7 janvier > Roman Danemark

"Qui l’on est a-t-il tant d’importance ? Nous n’étions qu’une famille au milieu de milliers d’autres familles qui appréciaient Vestegnen et son bien-être en expansion, avec ses écoles, ses piscines, ses centres commerciaux et ses complexes sportifs. Là, les photos sont en couleurs, délavées par le temps comme les jeans qui étaient alors à la mode. Des pastels jaunis qui donnent à l’ensemble un éclat brumeux et mat, même aux voyages en Crète et aux Canaries. A quel moment cela n’avait-il plus suffi ?"

Finalement, de livre en livre (et Les portes de fer est déjà son dixième roman traduit en français), Jens Christian Grøndahl n’aura fait qu’essayer de répondre à cette question. A quel moment ? A quel moment les choses ont-elles cessé d’être ce qu’elles devaient être ? A quel moment s’est éteinte l’espérance des beaux lendemains ?

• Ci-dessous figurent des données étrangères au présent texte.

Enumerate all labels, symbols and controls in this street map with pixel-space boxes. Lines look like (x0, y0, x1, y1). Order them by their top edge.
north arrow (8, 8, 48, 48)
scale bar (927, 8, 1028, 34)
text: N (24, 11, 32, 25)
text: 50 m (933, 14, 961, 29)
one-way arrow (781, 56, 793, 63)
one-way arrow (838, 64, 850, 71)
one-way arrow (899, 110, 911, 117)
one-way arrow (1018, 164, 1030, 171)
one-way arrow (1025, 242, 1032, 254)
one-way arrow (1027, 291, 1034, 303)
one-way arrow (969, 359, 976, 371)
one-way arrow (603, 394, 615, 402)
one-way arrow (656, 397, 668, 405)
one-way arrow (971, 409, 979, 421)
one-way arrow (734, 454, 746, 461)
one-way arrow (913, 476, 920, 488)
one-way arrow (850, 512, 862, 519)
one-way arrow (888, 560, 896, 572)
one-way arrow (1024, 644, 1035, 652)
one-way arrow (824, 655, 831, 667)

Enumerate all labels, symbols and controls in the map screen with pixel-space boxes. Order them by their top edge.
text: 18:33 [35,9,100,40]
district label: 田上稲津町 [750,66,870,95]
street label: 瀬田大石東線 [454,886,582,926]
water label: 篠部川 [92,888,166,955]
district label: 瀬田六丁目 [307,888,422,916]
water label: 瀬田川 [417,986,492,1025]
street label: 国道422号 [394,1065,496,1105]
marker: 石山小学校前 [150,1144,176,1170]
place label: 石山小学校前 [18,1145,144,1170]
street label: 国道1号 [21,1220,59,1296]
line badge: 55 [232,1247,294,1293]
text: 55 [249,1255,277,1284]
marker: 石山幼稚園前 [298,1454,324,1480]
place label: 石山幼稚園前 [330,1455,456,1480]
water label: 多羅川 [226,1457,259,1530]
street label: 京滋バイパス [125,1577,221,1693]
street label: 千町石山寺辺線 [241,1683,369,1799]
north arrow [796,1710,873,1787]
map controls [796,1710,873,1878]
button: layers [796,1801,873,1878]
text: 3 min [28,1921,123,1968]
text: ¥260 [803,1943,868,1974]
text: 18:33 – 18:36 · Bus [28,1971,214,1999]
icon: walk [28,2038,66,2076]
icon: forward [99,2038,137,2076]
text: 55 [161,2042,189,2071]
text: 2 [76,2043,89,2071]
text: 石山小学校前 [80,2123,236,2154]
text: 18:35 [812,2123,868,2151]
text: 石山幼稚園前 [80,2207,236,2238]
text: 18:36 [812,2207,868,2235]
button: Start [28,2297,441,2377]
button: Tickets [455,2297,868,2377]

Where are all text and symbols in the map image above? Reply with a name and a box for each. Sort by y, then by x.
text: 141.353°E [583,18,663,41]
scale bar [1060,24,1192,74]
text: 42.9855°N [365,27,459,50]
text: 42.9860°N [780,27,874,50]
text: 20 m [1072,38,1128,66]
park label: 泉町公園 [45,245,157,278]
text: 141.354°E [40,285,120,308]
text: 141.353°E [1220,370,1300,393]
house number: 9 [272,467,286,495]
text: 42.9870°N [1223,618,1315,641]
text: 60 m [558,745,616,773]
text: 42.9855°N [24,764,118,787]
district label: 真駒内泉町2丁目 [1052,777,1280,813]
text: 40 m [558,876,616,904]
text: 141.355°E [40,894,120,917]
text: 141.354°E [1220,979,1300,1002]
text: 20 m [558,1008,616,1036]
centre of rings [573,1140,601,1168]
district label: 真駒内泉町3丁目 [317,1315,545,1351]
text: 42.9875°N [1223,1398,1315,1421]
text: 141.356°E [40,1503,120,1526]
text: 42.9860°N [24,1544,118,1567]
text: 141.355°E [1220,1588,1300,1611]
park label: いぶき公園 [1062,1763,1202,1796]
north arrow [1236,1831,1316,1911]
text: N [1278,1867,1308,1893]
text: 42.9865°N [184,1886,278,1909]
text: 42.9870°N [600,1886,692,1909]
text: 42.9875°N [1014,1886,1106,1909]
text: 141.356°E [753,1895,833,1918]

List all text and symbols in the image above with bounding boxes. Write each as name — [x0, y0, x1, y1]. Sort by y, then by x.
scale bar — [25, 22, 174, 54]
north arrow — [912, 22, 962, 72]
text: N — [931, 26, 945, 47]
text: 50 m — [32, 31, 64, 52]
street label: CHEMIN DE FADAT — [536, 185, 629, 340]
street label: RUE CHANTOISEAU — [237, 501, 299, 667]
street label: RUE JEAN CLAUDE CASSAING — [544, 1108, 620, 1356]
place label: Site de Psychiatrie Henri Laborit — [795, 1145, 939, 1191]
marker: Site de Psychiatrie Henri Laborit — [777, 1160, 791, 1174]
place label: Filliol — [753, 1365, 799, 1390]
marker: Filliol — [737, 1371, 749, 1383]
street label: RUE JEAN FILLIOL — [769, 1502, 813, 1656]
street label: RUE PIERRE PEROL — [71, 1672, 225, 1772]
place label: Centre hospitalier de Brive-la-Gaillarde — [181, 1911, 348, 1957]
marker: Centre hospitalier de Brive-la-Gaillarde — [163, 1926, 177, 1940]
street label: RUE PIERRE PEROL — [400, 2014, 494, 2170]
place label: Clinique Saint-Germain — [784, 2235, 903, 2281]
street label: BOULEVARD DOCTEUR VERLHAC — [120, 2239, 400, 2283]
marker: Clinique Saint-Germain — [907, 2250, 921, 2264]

Comme toujours, ce sera donc à nouveau l’histoire d’un homme. De sa vie, de ses vies, de ses femmes, aussi. En trois temps distincts, cette fois. On le découvre dans le Danemark du miracle social-démocrate, alors que sa mère se meurt d’un cancer au moment où elle s’apprêtait à refaire sa vie, ayant appris l’allemand pour pouvoir lire Karl Marx dans le texte. Il tombe éperdument amoureux de la fille de son professeur d’allemand réfugiée de Berlin-Est et laisse tout pour la rejoindre au pied du rideau de fer. Les années passent, l’âge vient avec le mariage, un enfant, le divorce. Devenu enseignant à son tour, le narrateur, 40 ans, est fasciné par l’un de ses élèves venu de Serbie, Stanko, et plus encore par la mère du jeune garçon. Mais peut-être la passion est-elle déjà un luxe qu’il ne peut plus se payer. Enfin, le voilà à Rome, presque sexagénaire, déjà grand-père, dans les rets d’une torve nostalgie. Il rencontre une photographe qui pourrait être sa fille, qu’il emmène à Paestum comme en un lent au revoir. Il lui parle des ruines : celles des civilisations, celles d’une vie.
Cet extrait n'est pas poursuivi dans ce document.